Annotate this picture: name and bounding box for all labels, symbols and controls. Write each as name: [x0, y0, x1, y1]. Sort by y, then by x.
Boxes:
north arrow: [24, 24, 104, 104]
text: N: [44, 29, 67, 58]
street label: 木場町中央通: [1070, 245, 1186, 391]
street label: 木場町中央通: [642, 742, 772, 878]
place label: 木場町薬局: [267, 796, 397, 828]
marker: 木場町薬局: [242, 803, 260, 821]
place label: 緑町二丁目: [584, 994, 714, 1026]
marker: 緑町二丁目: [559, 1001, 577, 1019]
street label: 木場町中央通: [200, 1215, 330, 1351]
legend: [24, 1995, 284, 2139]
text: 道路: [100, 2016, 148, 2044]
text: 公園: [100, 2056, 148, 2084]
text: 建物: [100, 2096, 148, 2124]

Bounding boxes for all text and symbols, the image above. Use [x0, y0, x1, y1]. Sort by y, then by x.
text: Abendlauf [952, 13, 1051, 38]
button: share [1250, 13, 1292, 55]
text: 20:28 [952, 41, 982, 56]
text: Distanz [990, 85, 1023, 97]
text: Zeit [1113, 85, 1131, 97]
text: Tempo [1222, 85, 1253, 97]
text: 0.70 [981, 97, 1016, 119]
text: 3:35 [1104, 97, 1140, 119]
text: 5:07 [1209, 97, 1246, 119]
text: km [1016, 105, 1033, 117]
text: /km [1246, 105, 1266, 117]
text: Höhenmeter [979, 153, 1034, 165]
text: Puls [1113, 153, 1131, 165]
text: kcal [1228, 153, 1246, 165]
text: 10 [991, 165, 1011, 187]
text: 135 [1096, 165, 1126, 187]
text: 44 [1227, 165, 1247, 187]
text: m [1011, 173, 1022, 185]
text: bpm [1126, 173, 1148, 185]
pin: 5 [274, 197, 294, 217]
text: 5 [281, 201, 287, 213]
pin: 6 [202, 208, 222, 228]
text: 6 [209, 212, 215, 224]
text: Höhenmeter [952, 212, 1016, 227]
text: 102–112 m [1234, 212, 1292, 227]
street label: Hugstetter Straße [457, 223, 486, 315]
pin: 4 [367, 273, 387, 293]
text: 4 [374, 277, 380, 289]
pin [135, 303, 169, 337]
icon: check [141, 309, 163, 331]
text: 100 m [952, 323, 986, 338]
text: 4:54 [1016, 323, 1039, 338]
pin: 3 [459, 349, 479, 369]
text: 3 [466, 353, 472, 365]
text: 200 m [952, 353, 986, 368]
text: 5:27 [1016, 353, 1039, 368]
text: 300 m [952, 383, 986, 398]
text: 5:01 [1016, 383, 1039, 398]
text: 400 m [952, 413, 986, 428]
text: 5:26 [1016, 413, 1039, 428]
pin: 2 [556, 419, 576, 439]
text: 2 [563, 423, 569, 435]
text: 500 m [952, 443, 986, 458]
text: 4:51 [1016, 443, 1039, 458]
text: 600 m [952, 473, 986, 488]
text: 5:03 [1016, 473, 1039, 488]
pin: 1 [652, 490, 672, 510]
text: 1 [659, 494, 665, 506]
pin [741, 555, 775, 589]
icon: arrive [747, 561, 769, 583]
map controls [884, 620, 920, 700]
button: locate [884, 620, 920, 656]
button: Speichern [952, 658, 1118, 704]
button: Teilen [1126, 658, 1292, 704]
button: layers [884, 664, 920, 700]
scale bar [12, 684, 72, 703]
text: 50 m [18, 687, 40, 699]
_ _ _ _ _ _ _
(WHAT IS BEING ASKED) Bring together every line in the entries that holds the string "controls".

(ANSWER TO THIS PROBLEM)
Annotate this picture: name and bounding box for all labels, symbols and controls. Write each as name: [x0, y0, x1, y1]. Sort by y, then by x.
map controls [884, 620, 920, 700]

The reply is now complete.